# Battery size



## jonesy1 (Sep 28, 2008)

I am thinking of changing my 90 amp hour battery with a 270 amp hour 

battery to give some independence off electric hook up. I have the room 

and the extra weight will be o.k. I also intend getting a 135 watt solar 

panel. My question is this, are their any problems that I have not 

thought about with using such a large battery, most users appear to go to 

220 amp hours max. Obviously there is the extra cost, which is offset by 

hopefully at least 5 years use. My personal usage is not excessive, but I 

do want a margin to cope with as yet unforeseen circumstances. We go 

away for a month at a time about 3 times a year. Your comments will be 

appreciated.

Thanks.


----------



## clodhopper2006 (Aug 13, 2006)

If your battery is too far back your front wheels will lift off the ground :lol: 

Sorry couldn't resist that. Remeber such a large capacity battery will take a very long time to fully charge once discharged.


----------



## gnscloz (Oct 4, 2008)

hi ive got 2x110 amps running off a sterling battery to battery charger and the origional 80 amp battery charging off the origional system and we can camp off hook up using tv in eve and charging phones lap tops etc for 6 days comfortably keeping within 50% charge, we simply go out for trip then and within 2 hours or so the 2 110 amp batteries are recharged thanks to b2b charger. we dont look for hook up at all now, so your battery will do you fine
mark


----------



## tramp (May 25, 2005)

hi jonsey1.
no problem at all we have a 260agm plus seperate 135agm and a 150w alden solar panel.

as long as fitted with correct gauge cable and all the correct fuses should be fine.

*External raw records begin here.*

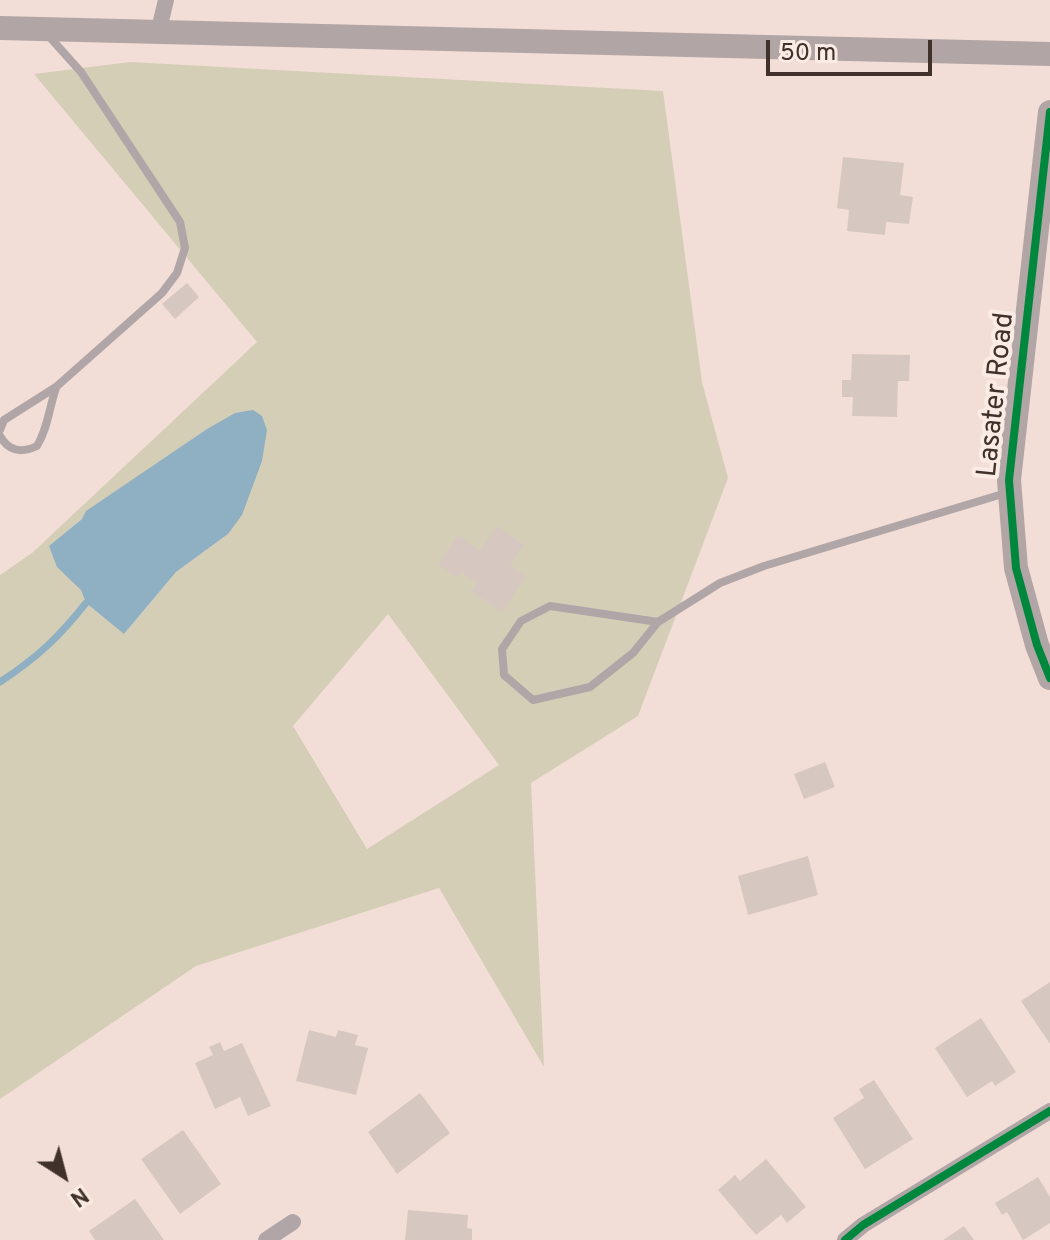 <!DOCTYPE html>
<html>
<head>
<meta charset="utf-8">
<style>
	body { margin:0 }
	#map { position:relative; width:1050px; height:1240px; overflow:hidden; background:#f2ded6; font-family:Overpass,sans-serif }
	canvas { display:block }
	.north { position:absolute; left:24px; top:1136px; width:80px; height:80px; -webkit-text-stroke:6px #fbebe5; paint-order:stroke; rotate:144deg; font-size:22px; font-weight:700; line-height:32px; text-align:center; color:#40312b }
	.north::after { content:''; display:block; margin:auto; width:28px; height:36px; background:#40312b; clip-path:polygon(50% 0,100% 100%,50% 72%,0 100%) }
	.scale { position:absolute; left:766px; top:40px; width:166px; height:36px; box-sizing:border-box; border:4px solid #40312b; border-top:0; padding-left:10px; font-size:24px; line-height:28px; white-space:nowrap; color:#40312b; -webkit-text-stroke:6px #fbebe5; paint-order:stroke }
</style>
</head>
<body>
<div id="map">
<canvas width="1050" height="1240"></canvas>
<div class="north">N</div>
<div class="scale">50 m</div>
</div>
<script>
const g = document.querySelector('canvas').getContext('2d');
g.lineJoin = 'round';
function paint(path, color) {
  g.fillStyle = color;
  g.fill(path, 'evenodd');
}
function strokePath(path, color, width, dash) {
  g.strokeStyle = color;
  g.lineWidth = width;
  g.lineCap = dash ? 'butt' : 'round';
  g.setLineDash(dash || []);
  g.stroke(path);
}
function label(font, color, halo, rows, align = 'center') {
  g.font = font + ' Overpass,sans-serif';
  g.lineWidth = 8;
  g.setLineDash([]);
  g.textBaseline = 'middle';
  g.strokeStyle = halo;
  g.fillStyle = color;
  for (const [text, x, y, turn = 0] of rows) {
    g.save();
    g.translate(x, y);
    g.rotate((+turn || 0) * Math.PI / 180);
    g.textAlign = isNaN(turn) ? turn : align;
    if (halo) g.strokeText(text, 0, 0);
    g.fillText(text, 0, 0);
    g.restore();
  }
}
paint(new Path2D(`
	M130 62 663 91 702 382 728 478 638 716 531 783 544 1067 439 888 196 966 0 1099V575L32 553 257 342 34 74ZM207 429 228 534 176 572 124 634 86 603 82 590 50 546 82 519 87 511ZM388 614 499 765 367 849 293 726Z`), '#d5ceb7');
paint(new Path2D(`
	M253 410 262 416 267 430 262 461 242 515 228 534 176 572 124 634 86 603 81 590 57 567 49 546 82 519 86 511 207 429 235 413Z`), '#8fafc2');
strokePath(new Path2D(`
	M0 682C38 657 58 638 86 603`), '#8fafc2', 7);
paint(new Path2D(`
	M843 157 904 163 900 195 913 197 909 224 886 222 885 235 847 231 849 210 837 208Z
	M187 283 199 297 175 319 162 304Z
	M852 354 910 355 909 381H898L897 417 852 416 853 397H842V380H851Z
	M497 526 524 545 510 565 526 576 502 612 471 591 477 583 461 572 457 578 438 564 458 535 480 551Z
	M825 762 835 787 804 799 794 774Z
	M808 856 818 895 748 915 738 876Z
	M1050 982V1044L1021 1001Z
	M981 1018 1016 1072 995 1086 992 1081 967 1097 935 1048Z
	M309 1030 336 1037 338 1030 358 1035 355 1045 368 1048 356 1095 296 1081Z
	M220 1042 224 1051 242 1043 271 1106 248 1116 240 1097 215 1109 195 1063 213 1055 209 1047Z
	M874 1080 913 1139 865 1169 833 1118 864 1098 859 1089Z
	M420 1093 450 1133 397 1174 368 1132Z
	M183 1130 221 1184 180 1214 141 1159Z
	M766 1159 806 1207 787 1223 781 1215 756 1235 718 1190 735 1175 740 1181Z
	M1038 1177 1050 1197V1223L1023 1240 1007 1212 1002 1215 995 1203Z
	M135 1199 164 1240H95L89 1231Z
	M408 1210 468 1215 467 1228 472 1229V1240H405Z
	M964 1226 974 1240H943Z`), '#d7c7c1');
strokePath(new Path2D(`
	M0 430 4 420 56 387 162 293 177 273 185 248 180 222 81 72 46 33
	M0 436C9 452 22 453 37 446 48 428 49 408 56 388
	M658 622 550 606 521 621 502 649 504 675 533 700 590 687 633 653 658 622 720 583 764 566 1006 493`), '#b1a6a7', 8);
strokePath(new Path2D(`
	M158 33 166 0
	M266 1240 293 1222
	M845 1240 863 1225 1050 1111`), '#b1a6a7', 16);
strokePath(new Path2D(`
	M0 28 1050 54
	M1050 112 1009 480 1016 568 1037 645 1050 678`), '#b2a5a5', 24);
strokePath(new Path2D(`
	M1050 112 1009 480 1016 568 1037 645 1050 678
	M845 1240 863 1225 1050 1111`), '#00873e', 8);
label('28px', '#40312b', '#fbebe5', [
	["Lasater Road",998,395,-84]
]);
</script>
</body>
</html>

the agm are fast recharge unlike gel which take ages from low charge, as you said not cheap but plenty power and silence is golden.

what make are you thinking of?

tramp


----------



## jonesy1 (Sep 28, 2008)

Thanks Tramp.

I am thinking of getting an Elecsol. Tanya Electrical Supplies are selling 

them for £275, which includes delivery, which takes 2 days.

By the way what does a.g.m. stand for.

I see you use solar power, do you use the maximum power point 

tracking, (mppt) for staged charging?

Thanks.


----------



## ethnicall (Dec 24, 2005)

We have 2 x 110ah batteries, 130w kyocera solar panel and a sterling b2b charger all of which combined have ensured no need for electric hookup since we bought our van almost 3 years ago and have had now more than 250+ nights away. This setup runs our all electric compressor fridge (no gas needed), lighting which is all LED or fluorescent, fan for diesel heater, laptop/internet/dvd, DAB radio and camera battery recharging etc. Longest time we have gone without starting the engine or moving is 10 days last winter in Morocco, the combined solar panel and batteries gave us just enough juice for everything we needed and once we started driving the Sterling charger had all batteries up to full charge in about 2 hours. What I like best is the freedom it gives you not requiring hookup, but knowing you can be self contained for quite a long while, what I dislike is sites that ‘include’ hookup in their price, such as the caravan club which I now never use. 

Mark


----------



## EddieS (May 1, 2005)

Hi Jonsey
AGM Absorbed Glass Mat Battery

Also known as Absorptive Glass Micro-Fibre

Used in VRLA batteries the Boron Silicate fibreglass mat which acts as the separator between the electrodes and absorbs the free electrolyte acting like a sponge. Its purpose is to promote recombination of the hydrogen and oxygen given off during the charging process. No silica gel is necessary. The fibreglass matt absorbs and immobilises the acid in the matt but keeps it in a liquid rather than a gel form. In this way the acid is more readily available to the plates allowing faster reactions between the acid and the plate material allowing higher charge/discharge rates as well as deep cycling.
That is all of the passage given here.